= EXERCISE =
Your response must be made up of each line in the data below that contains the string "linecap".

Records contained in a dataset:
——————

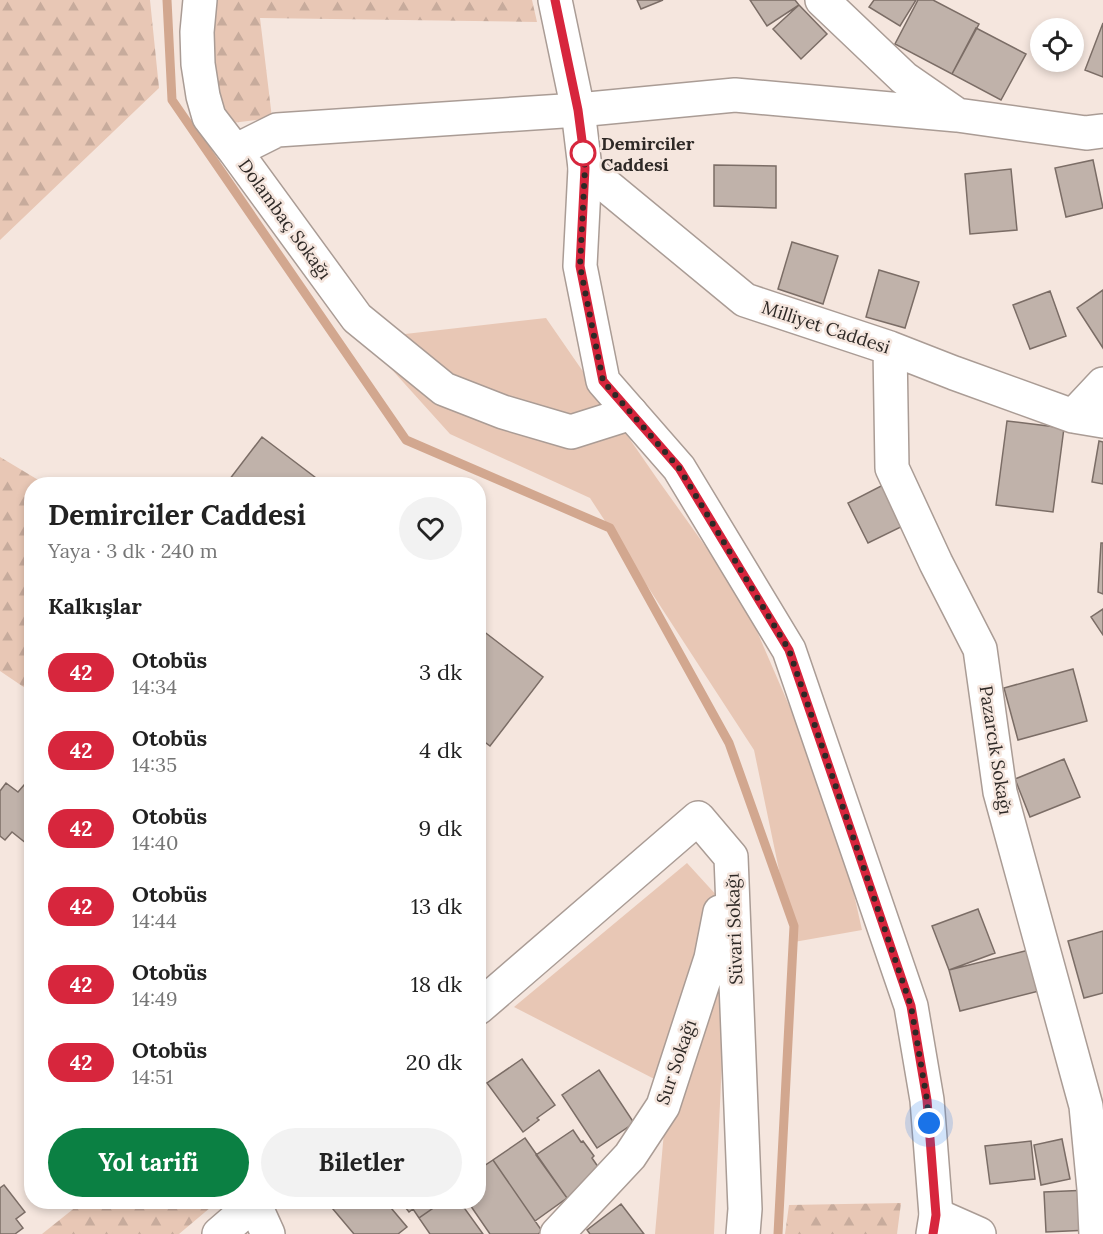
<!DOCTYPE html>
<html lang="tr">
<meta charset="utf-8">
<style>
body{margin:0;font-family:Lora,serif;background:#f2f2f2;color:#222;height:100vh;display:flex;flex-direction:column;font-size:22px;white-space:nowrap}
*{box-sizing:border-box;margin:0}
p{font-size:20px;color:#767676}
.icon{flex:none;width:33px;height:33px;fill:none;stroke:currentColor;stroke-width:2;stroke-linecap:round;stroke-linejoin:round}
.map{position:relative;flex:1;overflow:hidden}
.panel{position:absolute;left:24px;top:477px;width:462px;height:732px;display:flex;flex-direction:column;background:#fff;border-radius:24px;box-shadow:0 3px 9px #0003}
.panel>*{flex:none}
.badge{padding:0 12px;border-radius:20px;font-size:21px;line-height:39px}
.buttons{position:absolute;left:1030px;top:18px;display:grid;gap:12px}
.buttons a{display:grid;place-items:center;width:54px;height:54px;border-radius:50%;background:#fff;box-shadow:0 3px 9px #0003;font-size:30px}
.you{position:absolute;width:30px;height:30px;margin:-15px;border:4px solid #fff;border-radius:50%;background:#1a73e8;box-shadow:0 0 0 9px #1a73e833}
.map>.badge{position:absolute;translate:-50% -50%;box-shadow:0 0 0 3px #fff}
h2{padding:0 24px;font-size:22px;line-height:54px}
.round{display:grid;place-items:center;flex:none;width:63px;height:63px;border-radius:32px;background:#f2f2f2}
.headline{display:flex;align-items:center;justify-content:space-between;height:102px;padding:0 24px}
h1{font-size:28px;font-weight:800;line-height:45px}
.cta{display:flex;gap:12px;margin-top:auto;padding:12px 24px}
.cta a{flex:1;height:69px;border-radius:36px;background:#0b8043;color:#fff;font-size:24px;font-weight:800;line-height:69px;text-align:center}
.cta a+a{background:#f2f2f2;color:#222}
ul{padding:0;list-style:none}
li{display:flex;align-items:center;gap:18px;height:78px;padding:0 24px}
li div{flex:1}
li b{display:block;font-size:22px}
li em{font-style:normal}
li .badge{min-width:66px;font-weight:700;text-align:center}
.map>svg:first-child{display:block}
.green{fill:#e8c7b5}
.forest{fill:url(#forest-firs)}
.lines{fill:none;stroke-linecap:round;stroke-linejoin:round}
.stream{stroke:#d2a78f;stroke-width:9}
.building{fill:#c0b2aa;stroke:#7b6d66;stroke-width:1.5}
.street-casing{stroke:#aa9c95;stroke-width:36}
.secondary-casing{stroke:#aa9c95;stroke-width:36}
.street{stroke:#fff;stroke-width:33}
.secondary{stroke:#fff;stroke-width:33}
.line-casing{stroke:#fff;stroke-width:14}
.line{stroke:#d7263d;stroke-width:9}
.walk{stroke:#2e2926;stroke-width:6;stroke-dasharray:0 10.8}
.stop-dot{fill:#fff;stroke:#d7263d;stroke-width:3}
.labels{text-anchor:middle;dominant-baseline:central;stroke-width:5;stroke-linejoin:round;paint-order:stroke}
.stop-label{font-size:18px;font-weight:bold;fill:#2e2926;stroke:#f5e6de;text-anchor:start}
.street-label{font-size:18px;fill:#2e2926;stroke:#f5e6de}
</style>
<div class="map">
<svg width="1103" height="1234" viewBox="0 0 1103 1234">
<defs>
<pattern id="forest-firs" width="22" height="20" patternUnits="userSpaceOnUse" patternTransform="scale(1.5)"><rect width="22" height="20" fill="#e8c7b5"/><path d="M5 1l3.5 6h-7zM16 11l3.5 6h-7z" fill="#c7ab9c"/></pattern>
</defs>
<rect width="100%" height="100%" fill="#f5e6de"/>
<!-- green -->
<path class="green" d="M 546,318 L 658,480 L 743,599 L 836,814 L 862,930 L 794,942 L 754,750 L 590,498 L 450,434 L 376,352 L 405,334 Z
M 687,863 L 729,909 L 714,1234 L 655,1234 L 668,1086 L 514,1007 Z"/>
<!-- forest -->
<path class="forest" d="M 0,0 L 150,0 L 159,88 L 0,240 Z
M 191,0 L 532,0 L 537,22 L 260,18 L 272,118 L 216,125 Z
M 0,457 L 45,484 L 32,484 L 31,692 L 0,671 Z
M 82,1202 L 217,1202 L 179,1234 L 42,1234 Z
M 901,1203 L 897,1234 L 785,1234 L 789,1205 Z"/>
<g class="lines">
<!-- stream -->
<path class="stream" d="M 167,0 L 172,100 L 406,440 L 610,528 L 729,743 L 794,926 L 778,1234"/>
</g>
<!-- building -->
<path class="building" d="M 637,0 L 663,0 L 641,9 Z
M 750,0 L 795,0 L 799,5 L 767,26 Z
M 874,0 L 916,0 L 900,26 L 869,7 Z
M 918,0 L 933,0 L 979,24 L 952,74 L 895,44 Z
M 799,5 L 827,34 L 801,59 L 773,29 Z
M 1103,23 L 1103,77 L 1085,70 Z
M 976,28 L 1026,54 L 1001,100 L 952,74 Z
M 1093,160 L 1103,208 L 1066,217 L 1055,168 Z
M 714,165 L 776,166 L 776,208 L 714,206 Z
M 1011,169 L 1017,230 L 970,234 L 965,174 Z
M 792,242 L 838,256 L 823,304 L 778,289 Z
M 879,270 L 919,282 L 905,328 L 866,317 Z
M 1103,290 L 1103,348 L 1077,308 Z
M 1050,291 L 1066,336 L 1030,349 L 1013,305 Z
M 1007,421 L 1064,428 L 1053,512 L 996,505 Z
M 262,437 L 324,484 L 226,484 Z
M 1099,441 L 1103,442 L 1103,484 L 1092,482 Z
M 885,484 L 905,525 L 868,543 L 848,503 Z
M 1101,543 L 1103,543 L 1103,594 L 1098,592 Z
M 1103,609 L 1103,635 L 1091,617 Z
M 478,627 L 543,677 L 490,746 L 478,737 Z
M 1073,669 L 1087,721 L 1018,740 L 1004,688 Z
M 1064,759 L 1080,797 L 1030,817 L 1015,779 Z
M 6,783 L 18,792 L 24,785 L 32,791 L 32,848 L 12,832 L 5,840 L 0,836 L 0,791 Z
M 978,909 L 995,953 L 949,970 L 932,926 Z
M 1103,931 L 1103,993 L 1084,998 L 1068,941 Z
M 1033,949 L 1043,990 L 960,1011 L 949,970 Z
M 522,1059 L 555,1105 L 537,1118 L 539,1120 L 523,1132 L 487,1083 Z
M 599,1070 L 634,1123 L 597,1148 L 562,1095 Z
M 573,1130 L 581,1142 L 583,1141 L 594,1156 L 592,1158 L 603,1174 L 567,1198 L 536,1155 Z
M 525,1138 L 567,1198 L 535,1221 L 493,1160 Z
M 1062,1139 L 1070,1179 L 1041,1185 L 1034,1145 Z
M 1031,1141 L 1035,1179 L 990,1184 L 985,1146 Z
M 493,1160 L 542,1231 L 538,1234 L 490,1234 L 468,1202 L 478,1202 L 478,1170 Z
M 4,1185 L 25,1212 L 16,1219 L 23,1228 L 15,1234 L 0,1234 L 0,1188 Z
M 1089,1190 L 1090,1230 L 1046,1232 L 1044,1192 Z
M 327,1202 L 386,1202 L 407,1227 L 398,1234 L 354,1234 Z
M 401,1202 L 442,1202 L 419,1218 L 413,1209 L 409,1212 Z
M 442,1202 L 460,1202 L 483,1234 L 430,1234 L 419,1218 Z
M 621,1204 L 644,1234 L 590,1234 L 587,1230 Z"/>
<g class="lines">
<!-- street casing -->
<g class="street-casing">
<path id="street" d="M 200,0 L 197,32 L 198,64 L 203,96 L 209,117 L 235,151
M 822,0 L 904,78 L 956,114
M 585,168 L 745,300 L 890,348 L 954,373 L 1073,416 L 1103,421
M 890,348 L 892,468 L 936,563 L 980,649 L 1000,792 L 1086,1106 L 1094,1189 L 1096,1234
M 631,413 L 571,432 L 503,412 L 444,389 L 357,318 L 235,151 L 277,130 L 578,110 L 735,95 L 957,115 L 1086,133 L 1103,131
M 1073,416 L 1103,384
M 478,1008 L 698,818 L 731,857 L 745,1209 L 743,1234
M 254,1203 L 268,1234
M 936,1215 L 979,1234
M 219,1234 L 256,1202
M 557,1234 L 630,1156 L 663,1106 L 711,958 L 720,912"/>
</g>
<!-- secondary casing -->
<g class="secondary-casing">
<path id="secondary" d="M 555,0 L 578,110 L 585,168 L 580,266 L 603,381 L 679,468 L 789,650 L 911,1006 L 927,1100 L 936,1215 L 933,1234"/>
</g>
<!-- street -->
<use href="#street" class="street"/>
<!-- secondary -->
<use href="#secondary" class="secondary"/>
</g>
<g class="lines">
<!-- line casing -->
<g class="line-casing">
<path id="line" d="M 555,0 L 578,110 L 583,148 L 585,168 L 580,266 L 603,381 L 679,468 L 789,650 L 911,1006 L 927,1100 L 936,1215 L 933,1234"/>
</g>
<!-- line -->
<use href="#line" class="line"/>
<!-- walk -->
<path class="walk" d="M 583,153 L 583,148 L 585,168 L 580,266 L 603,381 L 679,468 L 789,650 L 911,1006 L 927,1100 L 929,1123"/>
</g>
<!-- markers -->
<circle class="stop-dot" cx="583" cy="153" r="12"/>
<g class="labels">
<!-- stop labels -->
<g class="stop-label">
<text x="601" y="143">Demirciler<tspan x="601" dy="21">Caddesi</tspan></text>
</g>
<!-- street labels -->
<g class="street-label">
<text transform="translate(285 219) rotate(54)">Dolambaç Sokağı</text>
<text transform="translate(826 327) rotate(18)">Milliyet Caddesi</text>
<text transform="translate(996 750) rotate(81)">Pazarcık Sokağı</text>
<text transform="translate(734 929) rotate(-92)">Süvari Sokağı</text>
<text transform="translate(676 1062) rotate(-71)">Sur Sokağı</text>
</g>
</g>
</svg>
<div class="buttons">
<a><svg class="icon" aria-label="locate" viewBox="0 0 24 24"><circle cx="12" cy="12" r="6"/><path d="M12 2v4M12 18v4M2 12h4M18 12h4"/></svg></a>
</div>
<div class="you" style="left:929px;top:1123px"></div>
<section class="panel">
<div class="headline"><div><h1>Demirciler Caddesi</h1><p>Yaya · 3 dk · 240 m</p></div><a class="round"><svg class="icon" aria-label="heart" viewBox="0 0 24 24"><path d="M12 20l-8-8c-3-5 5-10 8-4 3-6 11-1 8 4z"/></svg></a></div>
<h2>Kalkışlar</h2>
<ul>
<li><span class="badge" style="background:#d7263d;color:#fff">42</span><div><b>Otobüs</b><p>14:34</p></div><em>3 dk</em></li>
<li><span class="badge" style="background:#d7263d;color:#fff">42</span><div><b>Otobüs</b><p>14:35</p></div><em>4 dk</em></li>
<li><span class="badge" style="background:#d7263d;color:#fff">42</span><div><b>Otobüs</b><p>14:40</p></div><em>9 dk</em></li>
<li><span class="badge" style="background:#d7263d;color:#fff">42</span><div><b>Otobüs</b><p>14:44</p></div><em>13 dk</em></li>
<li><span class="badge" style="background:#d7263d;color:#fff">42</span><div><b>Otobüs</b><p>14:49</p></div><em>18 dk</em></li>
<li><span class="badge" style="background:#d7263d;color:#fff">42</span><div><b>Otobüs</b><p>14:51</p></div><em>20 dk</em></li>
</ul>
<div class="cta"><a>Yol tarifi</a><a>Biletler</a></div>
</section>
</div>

——————

= ANSWER BOX =
.icon{flex:none;width:33px;height:33px;fill:none;stroke:currentColor;stroke-width:2;stroke-linecap:round;stroke-linejoin:round}
.lines{fill:none;stroke-linecap:round;stroke-linejoin:round}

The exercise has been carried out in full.